Little did the Class 4 student know of the harrowing time that her family would experience over the next few days.
Shreya’s house, along with that of around two lakh people in most areas of the town, was submerged following the damage of a dyke at Betkundi.
The dyke breached on Sunday following which water entered the homes of people, disrupting power and water supplies and the flood-affected population waiting to be evacuated.
“For four days, we are without power and clean drinking water and flood waters have entered the ground floor of my house, forcing us to move to the upper floors.

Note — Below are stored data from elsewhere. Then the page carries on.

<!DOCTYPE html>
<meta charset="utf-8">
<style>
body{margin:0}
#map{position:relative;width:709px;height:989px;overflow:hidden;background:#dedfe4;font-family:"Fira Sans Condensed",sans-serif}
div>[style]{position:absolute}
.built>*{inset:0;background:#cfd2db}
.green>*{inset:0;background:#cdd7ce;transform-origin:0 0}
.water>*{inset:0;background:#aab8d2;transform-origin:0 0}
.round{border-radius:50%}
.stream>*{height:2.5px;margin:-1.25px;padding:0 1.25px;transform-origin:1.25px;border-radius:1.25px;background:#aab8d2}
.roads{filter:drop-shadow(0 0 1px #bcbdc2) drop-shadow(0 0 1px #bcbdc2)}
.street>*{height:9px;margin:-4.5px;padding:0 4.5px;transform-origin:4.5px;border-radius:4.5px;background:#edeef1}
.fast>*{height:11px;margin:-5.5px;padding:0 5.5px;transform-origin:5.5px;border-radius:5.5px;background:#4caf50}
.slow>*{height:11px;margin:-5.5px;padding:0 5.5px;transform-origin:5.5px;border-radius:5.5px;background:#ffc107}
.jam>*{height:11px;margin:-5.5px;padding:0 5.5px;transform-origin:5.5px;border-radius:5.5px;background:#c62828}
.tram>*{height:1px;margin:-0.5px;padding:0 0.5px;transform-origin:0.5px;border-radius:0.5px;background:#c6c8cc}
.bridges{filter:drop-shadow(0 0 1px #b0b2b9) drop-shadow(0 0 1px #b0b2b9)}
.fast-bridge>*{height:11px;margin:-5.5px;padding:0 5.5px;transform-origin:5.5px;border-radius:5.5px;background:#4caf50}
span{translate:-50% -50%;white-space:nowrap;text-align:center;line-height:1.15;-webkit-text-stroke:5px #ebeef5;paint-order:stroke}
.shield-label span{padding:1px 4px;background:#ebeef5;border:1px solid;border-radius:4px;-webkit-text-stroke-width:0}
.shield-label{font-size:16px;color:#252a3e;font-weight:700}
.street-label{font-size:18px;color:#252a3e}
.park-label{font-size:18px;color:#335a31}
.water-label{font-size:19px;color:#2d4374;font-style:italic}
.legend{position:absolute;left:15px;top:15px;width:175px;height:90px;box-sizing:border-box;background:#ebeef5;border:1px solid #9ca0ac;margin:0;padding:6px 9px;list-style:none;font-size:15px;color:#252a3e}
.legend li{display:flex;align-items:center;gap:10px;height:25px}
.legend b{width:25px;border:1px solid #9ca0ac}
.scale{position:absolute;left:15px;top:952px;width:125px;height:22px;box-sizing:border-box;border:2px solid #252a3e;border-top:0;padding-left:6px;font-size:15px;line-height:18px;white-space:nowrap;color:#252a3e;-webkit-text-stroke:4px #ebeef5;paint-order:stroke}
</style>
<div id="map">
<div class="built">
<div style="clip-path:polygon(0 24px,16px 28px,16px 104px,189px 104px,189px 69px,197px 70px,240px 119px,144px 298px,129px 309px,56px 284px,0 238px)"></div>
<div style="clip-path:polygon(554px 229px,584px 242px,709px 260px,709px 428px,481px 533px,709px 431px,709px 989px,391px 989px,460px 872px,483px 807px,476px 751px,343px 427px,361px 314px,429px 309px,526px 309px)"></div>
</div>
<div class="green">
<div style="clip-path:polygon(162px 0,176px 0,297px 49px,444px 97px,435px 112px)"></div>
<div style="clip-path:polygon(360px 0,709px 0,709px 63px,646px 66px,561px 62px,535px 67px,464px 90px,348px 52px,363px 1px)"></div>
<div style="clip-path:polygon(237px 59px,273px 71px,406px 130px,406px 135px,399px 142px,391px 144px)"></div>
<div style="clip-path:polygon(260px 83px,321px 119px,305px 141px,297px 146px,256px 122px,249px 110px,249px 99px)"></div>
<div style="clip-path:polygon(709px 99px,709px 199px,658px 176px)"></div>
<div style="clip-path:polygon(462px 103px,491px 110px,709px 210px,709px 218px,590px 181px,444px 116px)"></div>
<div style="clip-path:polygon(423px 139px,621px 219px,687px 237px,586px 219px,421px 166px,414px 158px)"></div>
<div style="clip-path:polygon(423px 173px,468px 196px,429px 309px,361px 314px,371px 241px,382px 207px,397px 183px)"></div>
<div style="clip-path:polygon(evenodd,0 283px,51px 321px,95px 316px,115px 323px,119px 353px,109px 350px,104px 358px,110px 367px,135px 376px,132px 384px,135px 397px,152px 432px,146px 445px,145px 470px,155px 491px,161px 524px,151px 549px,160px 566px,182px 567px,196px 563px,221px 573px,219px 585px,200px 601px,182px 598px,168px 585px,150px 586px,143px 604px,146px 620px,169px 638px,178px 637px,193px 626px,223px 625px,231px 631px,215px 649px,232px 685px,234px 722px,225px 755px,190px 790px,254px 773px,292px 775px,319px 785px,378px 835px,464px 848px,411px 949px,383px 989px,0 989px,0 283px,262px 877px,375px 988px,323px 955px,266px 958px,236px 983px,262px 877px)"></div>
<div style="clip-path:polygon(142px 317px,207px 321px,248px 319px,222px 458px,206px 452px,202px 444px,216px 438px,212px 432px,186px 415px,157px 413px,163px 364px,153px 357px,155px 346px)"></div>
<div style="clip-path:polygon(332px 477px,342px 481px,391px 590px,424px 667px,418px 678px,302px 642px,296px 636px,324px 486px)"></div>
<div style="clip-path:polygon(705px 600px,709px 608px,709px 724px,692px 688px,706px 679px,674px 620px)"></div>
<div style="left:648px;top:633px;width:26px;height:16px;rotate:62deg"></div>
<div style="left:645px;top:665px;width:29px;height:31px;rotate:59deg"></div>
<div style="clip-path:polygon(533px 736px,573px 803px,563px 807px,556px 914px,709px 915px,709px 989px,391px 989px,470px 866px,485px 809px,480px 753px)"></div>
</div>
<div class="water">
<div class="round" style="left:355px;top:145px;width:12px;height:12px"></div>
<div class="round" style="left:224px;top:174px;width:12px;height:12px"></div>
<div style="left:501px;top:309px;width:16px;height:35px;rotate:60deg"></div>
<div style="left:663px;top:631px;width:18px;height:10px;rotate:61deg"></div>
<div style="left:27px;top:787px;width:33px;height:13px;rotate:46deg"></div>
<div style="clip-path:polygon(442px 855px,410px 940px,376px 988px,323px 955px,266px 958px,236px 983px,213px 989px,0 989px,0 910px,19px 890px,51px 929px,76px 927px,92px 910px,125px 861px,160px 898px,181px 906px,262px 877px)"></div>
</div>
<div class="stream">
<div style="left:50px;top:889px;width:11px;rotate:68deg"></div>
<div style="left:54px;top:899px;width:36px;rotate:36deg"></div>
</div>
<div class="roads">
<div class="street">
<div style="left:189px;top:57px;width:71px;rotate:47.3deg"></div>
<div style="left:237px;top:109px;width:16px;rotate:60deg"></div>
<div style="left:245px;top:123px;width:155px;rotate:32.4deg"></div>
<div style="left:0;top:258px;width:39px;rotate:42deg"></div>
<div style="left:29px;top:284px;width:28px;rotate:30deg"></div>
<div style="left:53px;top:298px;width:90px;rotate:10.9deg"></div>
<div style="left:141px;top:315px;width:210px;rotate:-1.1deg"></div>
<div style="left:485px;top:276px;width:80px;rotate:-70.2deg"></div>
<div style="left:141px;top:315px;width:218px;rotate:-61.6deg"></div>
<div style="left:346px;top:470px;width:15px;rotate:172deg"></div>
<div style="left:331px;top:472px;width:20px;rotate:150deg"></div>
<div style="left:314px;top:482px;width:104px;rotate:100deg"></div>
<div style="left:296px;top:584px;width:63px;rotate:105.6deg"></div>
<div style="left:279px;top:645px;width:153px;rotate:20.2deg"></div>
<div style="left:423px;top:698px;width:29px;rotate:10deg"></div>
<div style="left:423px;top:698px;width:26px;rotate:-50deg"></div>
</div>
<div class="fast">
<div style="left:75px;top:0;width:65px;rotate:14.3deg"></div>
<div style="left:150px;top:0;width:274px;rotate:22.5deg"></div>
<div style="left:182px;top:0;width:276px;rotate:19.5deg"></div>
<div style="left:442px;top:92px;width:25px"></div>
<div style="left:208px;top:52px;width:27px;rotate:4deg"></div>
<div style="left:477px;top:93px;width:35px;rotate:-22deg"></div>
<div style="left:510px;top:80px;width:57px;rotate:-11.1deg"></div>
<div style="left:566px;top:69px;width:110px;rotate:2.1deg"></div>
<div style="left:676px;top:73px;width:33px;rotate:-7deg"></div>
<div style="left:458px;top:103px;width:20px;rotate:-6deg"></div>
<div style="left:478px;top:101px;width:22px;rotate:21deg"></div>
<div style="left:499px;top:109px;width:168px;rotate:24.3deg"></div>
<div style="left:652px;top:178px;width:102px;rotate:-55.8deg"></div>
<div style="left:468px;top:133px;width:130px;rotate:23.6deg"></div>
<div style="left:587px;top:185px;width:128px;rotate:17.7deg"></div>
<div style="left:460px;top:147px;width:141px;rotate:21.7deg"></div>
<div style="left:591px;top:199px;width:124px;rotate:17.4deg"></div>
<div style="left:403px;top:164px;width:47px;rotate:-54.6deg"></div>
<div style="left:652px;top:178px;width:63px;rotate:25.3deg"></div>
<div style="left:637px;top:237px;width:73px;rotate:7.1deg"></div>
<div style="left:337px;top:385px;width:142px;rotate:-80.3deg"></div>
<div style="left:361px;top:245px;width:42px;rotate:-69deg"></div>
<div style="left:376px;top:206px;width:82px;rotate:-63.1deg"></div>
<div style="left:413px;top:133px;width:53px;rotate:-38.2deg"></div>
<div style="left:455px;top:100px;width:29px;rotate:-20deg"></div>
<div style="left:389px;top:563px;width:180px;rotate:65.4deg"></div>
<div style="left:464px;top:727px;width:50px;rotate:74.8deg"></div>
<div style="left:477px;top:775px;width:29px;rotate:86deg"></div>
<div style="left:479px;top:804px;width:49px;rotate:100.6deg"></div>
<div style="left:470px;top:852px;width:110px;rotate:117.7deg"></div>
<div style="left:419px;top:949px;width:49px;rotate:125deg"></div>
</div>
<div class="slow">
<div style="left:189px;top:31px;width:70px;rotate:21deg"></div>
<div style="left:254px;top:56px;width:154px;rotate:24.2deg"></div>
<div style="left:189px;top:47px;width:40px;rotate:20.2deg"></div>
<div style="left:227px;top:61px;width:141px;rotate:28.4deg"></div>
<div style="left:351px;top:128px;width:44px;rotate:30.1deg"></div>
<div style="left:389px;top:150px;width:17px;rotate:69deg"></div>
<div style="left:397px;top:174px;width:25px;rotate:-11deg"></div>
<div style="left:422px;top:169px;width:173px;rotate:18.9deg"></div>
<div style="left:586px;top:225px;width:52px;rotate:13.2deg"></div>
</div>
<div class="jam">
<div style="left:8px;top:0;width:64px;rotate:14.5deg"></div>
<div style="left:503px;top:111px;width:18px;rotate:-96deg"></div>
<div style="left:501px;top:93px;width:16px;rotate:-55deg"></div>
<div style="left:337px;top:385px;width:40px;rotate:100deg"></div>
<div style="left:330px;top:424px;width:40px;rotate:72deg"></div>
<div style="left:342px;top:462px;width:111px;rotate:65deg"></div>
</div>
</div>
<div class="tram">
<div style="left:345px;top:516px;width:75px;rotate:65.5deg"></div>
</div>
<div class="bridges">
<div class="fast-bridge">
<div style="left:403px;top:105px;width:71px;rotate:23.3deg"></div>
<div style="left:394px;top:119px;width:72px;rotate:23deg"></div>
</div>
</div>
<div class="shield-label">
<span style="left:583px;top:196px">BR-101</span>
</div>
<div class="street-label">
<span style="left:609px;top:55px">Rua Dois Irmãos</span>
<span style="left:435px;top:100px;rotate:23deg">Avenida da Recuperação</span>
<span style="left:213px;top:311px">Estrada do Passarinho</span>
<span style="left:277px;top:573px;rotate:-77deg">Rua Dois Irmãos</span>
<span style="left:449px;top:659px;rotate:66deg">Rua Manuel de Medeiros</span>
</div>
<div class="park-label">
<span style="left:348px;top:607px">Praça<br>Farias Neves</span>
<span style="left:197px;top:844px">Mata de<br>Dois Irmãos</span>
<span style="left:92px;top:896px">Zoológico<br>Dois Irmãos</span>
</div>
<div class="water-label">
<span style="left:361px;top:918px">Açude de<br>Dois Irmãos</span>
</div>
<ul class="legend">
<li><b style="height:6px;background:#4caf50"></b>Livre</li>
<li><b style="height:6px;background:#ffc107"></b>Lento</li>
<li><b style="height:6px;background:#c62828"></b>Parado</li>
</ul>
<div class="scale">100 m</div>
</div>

At least, we are fortunate to have a triple-storied house and we could move to safety within the house,” school teacher Mandira Deb of the College Road area said.
The water level of River Barak was already flowing above the danger level since the rains but with the breach in the dyke, it gushed into the low-lying areas of Sonai Road, Rangirkhari, Link Road, Ambicapatty, Ashram Road, College Road, Public School Road, Fatakbazar, Betkundi and other areas of the town.
However, retired government employee Bireswar Nath of the Rangirkhari area was not so lucky and he along with his family of five remained inside the flooded home for over 24 hours.
They were evacuated to a relief camp, set up in a school, that too under water.
In Cachar, 33,766 people have taken shelter in 258 relief camps while in Karimganj 20,595 inmates are in 103 relief camps.
Monica Acharjee, a 32-year-old with severe breathing problems, aggravated by the trauma of flood waters entering her home in Ghaniwala area, was unable to reach the hospital, but the local ward commissioner reached out to the Deputy Commissioner who sent a rescue team and evacuated her to an emergency ward of a private hospital.
The Silchar MP on Thursday posted pictures on social media of the road outside his home in Bilpara area, which is completely submerged with only the upper portion of vehicles in sight.
Most of the residents of the town are facing an acute shortage of food and drinking water with the Indian Air Force helicopters dropping food packets from Thursday.
Cachar Deputy Commissioner Keerthi Jalli requested people not to go to roof tops for food packets on hearing the sound of the helicopters.
“Airdropping can be done only on flat roof landings and not on sloped tin roofs as the packets might blow away. I urge those with flat roofs to share the food packets and drinking water bottles with their neighbours”, she said.
“Nearly three lakh people, including our officers, staff, traders, drivers, and relief workers have been affected by the flood and as such we are unable to give optimum facilities.”
“Despite the problem of reaching out to the suffering people with relief, we have so far distributed 40,000 litres of water, 24,000 milk cans, 10,000 quintals of rice, pulses, and oil,” Jalli said.
“The district administration is receiving requests for food, medicines, and water, and we are trying our best to provide these to the people.”
The Cachar deputy commissioner said massive rescue evacuation and relief operations were continuing round the clock in the worst affected areas of Silchar town to help the marooned people move to safer places.
“We are receiving many requests which we are trying to address immediately but in some areas, the water currents are still very strong and we are unable to reach,” Jalli said.
She appealed to people to be patient and extend maximum support to the NDRF, SDRF personnel, and others who are engaged round the clock in evacuating the marooned people.